‘Do you want to go see the stars?’
‘No.’
Everything was no these days. He’d put precisely zero effort behind this particular one, so Tessa paid it no mind. ‘I think you do. Let’s go see the stars.’
Ever-growing boy on her hip, Tessa walked into the living room. A few nightlights and the emergency arrow pierced the darkness, but otherwise, it was pitch dark. She could hear Pop snoring, and nothing from Aya’s room. Good. Tessa tiptoed forward, anticipating the couch, the table, the— ‘Motherf—’ Tessa hissed, and swallowed the rest in a muffled groan. She hadn’t anticipated the stray toy that had found its way into the bare sole of her foot.
‘Shh!’ Ky breathed loudly. ‘Quiet!’
‘Yes, thank you,’ Tessa said. Smartass, she thought.
She reached the ring of tiny floor lights that marked the edge of the shaft down to the family cupola.

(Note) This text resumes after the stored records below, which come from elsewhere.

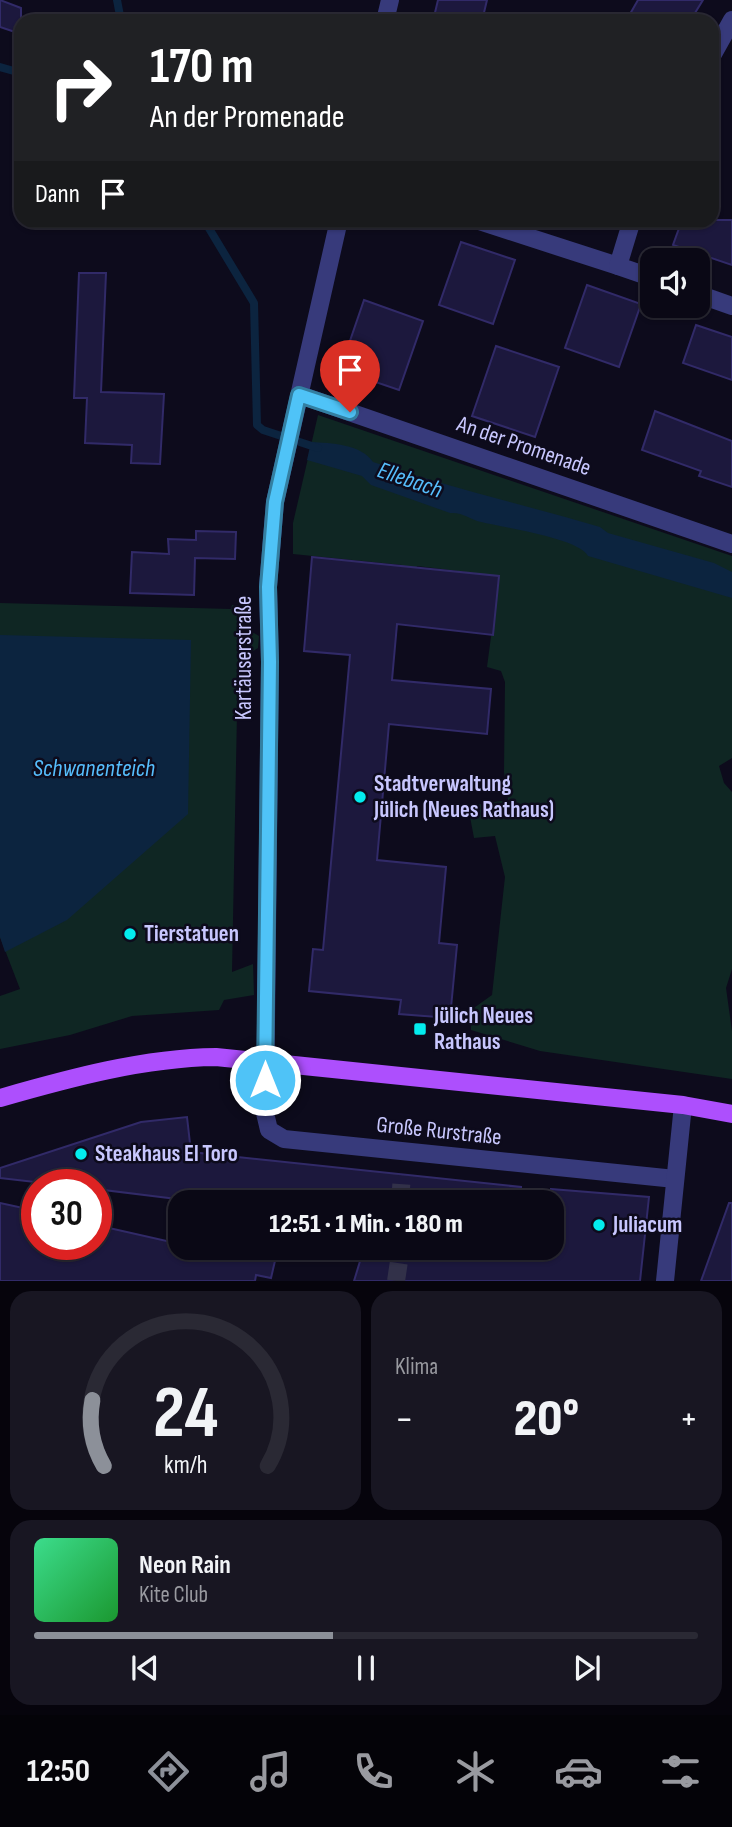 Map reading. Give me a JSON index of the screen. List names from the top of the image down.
{
  "streets": {
    "street": ["An der Promenade", "Kartäuserstraße", "Große Rurstraße"]
  },
  "crossings": [
    ["An der Promenade", "Kartäuserstraße"],
    ["Kartäuserstraße", "Große Rurstraße"]
  ],
  "water": ["Ellebach", "Schwanenteich"],
  "places": {
    "other": [
      "Stadtverwaltung Jülich (Neues Rathaus)",
      "Tierstatuen",
      "Steakhaus El Toro",
      "Juliacum"
    ],
    "transit": ["Jülich Neues Rathaus"]
  },
  "page": {
    "turn": ["170 m", "An der Promenade"],
    "then": "Dann",
    "limit": "30",
    "trip": "12:51 · 1 Min. · 180 m",
    "tile": "Klima",
    "heat": ["−", "20°", "+"],
    "song": ["Neon Rain", "Kite Club"],
    "tabs": "12:50",
    "gauge": ["24", "km/h"]
  }
}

She’d thought, once, that the reason homes had cupolas in common spaces was because the architects had tried to parcel out window resources as economically as they could. That was true, but only the half of it. Apparently, the shared portal was an intentional design. Her ancestors had worried that if people could lock themselves away and look outside in solitude, they’d lose a few screws. They’d get scared, lose hope. It was a mixed bag, the view of the open. Breathtaking beauty and existential dread all mixed together. Far easier to focus on the former and avoid the latter, the thinking went, if you sat at the window with friends ready to hold your hand or listen or just share company with. That, Tessa thought dryly, or you’d go buggy as a group. Either way, you weren’t alone.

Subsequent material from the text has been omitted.